The refugee doctors helping to fill NHS staff shortages
By ITV News Multimedia Producer Nitya Rajan
Refugee doctors who arrive in the UK are helping to fill NHS staff shortages in hard to recruit areas thanks to a pioneering scheme.
The programme, which initially began with an aim to serve a "humanitarian purpose", now enables junior doctors to "fill gaps in the rota" in a cost efficient way.
Abdulsattar Al-Asadi, 44, is one of the refugee doctors being trained by the initiative after he fled civil war in Iraq in 2009.

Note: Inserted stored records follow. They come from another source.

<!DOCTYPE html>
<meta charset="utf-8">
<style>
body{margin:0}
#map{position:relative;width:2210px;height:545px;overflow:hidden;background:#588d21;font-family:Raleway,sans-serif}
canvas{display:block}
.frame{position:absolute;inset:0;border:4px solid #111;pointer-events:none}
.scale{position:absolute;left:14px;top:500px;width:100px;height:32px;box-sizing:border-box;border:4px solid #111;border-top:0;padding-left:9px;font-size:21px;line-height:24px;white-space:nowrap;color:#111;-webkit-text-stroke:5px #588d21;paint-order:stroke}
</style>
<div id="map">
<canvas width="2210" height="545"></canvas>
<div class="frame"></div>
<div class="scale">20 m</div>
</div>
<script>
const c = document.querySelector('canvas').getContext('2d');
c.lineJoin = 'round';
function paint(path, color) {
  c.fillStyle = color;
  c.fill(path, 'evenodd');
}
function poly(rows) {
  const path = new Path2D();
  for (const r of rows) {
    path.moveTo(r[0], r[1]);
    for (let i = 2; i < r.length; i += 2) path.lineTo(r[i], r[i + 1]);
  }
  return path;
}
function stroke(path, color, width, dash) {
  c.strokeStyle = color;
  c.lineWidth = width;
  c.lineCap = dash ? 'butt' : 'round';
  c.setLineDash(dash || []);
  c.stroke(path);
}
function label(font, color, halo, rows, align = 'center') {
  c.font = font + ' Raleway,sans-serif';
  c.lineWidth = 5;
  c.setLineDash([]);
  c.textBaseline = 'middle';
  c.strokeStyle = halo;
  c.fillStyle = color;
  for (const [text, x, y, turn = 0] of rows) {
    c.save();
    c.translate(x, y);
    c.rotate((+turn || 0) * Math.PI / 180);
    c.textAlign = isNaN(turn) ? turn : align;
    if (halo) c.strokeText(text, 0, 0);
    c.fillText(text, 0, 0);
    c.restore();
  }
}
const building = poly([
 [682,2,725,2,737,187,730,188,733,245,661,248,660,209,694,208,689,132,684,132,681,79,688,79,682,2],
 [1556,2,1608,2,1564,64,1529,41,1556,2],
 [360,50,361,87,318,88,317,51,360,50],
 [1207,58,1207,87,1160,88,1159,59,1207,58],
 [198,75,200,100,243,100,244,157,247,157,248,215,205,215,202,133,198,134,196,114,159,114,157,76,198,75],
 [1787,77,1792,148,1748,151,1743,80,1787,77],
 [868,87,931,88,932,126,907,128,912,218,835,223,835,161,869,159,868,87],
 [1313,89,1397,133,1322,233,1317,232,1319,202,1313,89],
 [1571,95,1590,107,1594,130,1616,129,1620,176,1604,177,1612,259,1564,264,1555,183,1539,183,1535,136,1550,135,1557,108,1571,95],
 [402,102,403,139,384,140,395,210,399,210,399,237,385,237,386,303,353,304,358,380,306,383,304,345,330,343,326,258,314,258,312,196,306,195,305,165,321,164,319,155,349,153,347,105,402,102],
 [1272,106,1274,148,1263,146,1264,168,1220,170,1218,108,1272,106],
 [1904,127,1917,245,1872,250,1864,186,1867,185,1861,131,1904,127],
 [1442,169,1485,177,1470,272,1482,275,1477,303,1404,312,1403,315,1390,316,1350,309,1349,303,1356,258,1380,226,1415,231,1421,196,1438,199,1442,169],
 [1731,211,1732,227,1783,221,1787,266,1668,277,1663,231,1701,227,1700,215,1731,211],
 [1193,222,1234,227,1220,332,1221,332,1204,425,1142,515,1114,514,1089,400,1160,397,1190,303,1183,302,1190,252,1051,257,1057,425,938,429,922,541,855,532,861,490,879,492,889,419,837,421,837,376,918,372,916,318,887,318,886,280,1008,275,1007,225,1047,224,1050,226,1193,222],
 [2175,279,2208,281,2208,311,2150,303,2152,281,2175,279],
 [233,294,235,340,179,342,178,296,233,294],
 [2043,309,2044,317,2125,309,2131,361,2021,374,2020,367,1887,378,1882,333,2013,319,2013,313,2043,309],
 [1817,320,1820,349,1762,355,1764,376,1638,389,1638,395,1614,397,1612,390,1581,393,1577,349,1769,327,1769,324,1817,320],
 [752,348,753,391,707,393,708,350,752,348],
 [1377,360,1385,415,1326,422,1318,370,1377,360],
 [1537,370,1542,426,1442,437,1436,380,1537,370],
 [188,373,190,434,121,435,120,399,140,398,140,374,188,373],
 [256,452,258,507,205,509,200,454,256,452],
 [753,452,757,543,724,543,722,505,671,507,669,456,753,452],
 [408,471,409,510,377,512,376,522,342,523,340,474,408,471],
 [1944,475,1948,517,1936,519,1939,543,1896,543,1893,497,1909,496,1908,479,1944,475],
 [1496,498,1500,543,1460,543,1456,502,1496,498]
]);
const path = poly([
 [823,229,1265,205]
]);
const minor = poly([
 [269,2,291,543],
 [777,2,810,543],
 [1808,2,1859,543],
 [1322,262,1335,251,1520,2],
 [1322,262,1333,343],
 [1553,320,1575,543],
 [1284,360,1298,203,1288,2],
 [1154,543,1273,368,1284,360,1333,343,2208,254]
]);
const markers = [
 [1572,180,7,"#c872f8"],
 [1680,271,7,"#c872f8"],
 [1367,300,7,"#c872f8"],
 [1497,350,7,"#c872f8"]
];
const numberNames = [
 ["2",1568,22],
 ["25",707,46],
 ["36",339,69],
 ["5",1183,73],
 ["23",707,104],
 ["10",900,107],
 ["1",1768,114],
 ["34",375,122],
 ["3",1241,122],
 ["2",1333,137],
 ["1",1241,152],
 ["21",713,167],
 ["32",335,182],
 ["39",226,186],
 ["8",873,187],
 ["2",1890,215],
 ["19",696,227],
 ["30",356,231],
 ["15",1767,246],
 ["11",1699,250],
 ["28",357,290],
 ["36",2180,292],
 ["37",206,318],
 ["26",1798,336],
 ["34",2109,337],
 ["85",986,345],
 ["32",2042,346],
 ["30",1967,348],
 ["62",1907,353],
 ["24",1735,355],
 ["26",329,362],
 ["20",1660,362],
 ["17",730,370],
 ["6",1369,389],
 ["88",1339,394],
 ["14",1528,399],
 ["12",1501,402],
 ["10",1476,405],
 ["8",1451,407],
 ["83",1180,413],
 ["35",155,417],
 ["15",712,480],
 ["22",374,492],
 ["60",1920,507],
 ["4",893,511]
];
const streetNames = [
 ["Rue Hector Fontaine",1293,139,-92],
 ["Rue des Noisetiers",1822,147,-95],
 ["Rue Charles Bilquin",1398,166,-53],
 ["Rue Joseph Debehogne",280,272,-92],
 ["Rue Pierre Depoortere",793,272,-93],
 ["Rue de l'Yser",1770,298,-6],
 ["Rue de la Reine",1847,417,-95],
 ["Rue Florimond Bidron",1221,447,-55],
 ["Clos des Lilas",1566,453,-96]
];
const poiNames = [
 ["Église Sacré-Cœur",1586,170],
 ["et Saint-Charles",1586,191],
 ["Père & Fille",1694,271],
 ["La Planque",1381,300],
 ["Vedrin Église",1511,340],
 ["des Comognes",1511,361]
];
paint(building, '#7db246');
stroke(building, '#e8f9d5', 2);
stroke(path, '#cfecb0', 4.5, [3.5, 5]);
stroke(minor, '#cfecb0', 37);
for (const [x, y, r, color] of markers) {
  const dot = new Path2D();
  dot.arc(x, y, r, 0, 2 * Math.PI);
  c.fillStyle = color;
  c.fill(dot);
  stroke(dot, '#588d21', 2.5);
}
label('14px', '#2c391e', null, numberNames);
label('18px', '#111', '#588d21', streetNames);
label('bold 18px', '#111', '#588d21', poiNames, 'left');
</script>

Speaking to ITV News about his experience as a doctor in Baghdad he said: "I remember one day going to the hospital after my leave and some strange people there were on the other side.
"When they left we saw many people killed on the side so I was thinking it might be my turn."
Arriving in the UK as a fully qualified doctor, Mr Al-Asadi told ITV News he had little idea about how to pursue his medical career given the ever-changing regulations for foreign doctors.
Keen to work, he did odd jobs including shifts at his local takeaway. He heard about Professor Jane Metcalf's scheme while taking English classes with a local charity.
Professor Jane Metcalf, who is overseeing one of the schemes in Middlesbrough, told ITV News the jobs being filled by refugee doctors aren't positions taken away from local medical undergraduates.
She said: "It's a very cost efficient way of doing it but remember these are gaps, these aren't jobs being taken away from local or UK graduates."
Professor Metcalf, Deputy Medical Director at North Tees and Hartlepool NHS Foundation Trust, has overseen the first two groups of refugee doctors that have been through the programme since 2016.
She told ITV News it is a "good opportunity" to not only help the high volume of medical refugees and asylum seekers in Middlesborough but also ease the staffing pressures on the local NHS Trust.
She said: "It costs a lot in the UK to train someone from school up to be doctor, takes five years at college plus another two years at the very basic level of training and that costs roughly between £250,000 and £300,000 to get them to that stage.
"In our programme we've already got two doctors in work, in less than two years, one in eight months and that's costing between £6,000 and £10,000 per doctor."
She added: "We also in the north east and Cumbria have a lot of gaps in our training programmes for doctors, this seemed like a good opportunity to help people but also fill a gap that was happening in the NHS for us here."
The programme receives funding from its deanery via Health Education England.
Describing his plans for the future, Mr Al-Asadi said: "I'm just enjoying my time now, working as a junior doctor.
"I'm really enjoying it and as they say 'when you love what you do, you never work a day in your life,' so I'm really enjoying it."